═════ Available data ═════

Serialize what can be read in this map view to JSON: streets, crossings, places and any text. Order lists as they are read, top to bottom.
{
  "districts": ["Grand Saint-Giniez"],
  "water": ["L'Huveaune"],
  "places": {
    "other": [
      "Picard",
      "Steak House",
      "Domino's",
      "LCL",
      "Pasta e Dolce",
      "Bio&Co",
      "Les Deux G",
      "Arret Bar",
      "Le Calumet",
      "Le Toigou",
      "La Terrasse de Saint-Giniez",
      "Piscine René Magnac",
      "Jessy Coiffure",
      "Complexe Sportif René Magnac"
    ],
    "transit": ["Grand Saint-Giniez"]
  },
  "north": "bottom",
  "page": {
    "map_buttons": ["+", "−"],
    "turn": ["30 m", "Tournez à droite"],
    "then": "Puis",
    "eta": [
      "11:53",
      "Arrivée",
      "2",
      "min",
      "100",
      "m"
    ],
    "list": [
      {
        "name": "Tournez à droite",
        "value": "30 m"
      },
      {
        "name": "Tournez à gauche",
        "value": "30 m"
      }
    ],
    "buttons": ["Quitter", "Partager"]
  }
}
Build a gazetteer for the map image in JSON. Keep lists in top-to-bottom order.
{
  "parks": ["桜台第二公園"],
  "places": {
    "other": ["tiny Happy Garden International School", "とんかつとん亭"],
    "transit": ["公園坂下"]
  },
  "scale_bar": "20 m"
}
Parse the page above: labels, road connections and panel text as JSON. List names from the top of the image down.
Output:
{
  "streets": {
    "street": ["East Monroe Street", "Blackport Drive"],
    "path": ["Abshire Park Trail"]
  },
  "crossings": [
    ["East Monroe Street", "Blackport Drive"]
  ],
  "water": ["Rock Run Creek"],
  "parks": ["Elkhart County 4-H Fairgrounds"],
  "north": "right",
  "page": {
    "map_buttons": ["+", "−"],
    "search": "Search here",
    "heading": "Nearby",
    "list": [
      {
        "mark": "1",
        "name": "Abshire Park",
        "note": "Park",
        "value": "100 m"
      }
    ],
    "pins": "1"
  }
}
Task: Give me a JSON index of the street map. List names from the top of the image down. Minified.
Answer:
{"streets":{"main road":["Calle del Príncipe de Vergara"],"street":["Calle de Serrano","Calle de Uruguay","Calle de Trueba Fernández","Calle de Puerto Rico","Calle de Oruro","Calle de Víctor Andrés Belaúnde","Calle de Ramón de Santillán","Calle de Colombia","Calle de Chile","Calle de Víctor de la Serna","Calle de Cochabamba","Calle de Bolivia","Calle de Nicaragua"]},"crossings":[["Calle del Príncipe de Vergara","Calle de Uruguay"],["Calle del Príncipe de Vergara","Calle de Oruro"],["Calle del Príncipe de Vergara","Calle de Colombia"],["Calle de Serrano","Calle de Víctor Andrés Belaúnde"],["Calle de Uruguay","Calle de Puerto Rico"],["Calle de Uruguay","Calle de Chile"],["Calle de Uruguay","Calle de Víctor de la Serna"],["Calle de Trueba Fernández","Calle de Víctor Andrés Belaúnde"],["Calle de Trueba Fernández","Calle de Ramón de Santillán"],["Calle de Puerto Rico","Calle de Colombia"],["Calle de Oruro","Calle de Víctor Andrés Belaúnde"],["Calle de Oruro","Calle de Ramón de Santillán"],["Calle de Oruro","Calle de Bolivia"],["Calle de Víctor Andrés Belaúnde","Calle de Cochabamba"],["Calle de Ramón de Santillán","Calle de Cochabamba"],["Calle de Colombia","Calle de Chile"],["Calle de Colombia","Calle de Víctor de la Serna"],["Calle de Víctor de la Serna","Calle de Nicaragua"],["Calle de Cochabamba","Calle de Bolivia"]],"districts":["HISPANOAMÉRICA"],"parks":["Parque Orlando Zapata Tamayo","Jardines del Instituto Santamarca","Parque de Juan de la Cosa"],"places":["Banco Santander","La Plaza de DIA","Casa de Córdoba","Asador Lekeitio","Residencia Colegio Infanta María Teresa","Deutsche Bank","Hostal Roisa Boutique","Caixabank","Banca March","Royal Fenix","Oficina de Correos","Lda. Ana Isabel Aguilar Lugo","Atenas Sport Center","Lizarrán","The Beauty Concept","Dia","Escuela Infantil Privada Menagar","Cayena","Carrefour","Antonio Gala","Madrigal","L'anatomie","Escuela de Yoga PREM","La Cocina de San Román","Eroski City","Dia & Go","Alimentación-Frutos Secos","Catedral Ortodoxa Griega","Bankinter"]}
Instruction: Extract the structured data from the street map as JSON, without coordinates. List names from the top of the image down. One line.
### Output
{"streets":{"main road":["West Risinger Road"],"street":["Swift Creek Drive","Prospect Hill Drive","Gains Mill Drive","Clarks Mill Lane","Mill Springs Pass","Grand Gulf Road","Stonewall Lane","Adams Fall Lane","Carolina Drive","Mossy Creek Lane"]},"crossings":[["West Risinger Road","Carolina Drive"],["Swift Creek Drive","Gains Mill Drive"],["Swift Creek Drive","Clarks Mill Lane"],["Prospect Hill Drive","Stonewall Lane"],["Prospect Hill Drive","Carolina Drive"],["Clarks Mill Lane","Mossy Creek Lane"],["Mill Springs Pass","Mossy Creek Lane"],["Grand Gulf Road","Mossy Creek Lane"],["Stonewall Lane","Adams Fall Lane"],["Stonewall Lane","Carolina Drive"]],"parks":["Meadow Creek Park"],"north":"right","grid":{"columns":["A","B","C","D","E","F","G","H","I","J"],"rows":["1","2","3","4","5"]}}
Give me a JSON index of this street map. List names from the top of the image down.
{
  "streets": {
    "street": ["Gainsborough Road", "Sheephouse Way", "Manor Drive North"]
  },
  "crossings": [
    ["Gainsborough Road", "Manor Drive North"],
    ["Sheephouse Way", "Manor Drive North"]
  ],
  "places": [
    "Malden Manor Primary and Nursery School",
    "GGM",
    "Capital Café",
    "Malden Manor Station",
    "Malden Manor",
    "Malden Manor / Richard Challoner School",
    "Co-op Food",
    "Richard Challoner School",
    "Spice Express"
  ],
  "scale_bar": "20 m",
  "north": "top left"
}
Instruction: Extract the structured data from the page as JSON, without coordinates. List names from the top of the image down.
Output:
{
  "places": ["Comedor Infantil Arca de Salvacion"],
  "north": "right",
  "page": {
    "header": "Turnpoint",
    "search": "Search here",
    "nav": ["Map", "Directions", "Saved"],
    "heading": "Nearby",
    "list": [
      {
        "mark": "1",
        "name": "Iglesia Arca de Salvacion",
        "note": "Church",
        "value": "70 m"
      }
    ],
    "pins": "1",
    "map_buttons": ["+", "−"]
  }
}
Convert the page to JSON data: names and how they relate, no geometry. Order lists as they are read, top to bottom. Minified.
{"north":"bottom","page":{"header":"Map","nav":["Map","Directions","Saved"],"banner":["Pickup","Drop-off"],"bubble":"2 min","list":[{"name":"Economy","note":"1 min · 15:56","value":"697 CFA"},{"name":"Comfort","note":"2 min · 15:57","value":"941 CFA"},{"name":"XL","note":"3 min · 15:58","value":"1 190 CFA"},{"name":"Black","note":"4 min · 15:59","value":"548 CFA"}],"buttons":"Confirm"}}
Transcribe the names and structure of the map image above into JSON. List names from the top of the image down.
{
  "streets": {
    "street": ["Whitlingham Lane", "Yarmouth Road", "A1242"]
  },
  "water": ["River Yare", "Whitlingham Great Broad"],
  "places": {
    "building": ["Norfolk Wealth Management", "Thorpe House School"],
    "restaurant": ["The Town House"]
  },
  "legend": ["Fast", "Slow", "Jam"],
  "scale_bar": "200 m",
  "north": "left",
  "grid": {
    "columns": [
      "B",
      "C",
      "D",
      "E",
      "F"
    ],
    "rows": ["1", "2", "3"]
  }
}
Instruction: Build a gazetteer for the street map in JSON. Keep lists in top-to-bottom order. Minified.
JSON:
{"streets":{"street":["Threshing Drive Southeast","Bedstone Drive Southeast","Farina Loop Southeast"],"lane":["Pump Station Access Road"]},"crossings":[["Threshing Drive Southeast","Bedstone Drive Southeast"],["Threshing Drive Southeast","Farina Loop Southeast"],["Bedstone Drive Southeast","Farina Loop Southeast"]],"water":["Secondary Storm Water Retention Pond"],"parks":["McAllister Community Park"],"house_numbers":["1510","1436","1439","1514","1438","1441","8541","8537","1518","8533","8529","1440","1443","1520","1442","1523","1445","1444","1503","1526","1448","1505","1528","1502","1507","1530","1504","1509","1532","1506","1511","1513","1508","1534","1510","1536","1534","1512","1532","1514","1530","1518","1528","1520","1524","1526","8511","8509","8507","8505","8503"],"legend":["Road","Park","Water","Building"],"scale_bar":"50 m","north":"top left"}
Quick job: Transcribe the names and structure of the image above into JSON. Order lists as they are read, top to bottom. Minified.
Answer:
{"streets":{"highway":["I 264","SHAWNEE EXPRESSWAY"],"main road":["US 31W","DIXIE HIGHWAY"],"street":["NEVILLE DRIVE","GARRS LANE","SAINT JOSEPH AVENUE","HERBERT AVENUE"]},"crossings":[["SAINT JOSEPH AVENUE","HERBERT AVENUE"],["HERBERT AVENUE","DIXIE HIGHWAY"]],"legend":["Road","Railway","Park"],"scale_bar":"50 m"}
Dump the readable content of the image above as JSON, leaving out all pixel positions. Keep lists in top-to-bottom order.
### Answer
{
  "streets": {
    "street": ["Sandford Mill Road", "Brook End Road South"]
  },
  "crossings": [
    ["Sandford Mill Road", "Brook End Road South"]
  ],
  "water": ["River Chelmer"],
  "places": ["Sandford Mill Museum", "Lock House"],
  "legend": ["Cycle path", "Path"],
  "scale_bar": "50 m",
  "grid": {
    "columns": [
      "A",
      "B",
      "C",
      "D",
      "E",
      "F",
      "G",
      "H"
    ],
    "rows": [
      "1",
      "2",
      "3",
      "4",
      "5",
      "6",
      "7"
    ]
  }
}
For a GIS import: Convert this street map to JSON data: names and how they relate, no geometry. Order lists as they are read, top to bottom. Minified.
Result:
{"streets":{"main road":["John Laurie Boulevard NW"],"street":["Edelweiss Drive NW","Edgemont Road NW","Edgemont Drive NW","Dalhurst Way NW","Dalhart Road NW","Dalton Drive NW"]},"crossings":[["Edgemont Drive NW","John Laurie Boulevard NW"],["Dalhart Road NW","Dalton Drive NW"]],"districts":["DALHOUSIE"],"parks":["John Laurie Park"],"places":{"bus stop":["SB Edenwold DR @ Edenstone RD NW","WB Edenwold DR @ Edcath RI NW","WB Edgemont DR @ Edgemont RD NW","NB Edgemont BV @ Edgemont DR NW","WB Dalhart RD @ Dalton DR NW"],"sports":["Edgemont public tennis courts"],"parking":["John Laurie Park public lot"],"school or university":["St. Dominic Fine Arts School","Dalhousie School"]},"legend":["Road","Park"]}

═════

▶ [Task to carry out]: The lines from the one with "For a GIS import: Convert" through the final line of the data are to be reproduced exactly, both included, with no other lines.

▶ [Expected answer]:
For a GIS import: Convert this street map to JSON data: names and how they relate, no geometry. Order lists as they are read, top to bottom. Minified.
Result:
{"streets":{"main road":["John Laurie Boulevard NW"],"street":["Edelweiss Drive NW","Edgemont Road NW","Edgemont Drive NW","Dalhurst Way NW","Dalhart Road NW","Dalton Drive NW"]},"crossings":[["Edgemont Drive NW","John Laurie Boulevard NW"],["Dalhart Road NW","Dalton Drive NW"]],"districts":["DALHOUSIE"],"parks":["John Laurie Park"],"places":{"bus stop":["SB Edenwold DR @ Edenstone RD NW","WB Edenwold DR @ Edcath RI NW","WB Edgemont DR @ Edgemont RD NW","NB Edgemont BV @ Edgemont DR NW","WB Dalhart RD @ Dalton DR NW"],"sports":["Edgemont public tennis courts"],"parking":["John Laurie Park public lot"],"school or university":["St. Dominic Fine Arts School","Dalhousie School"]},"legend":["Road","Park"]}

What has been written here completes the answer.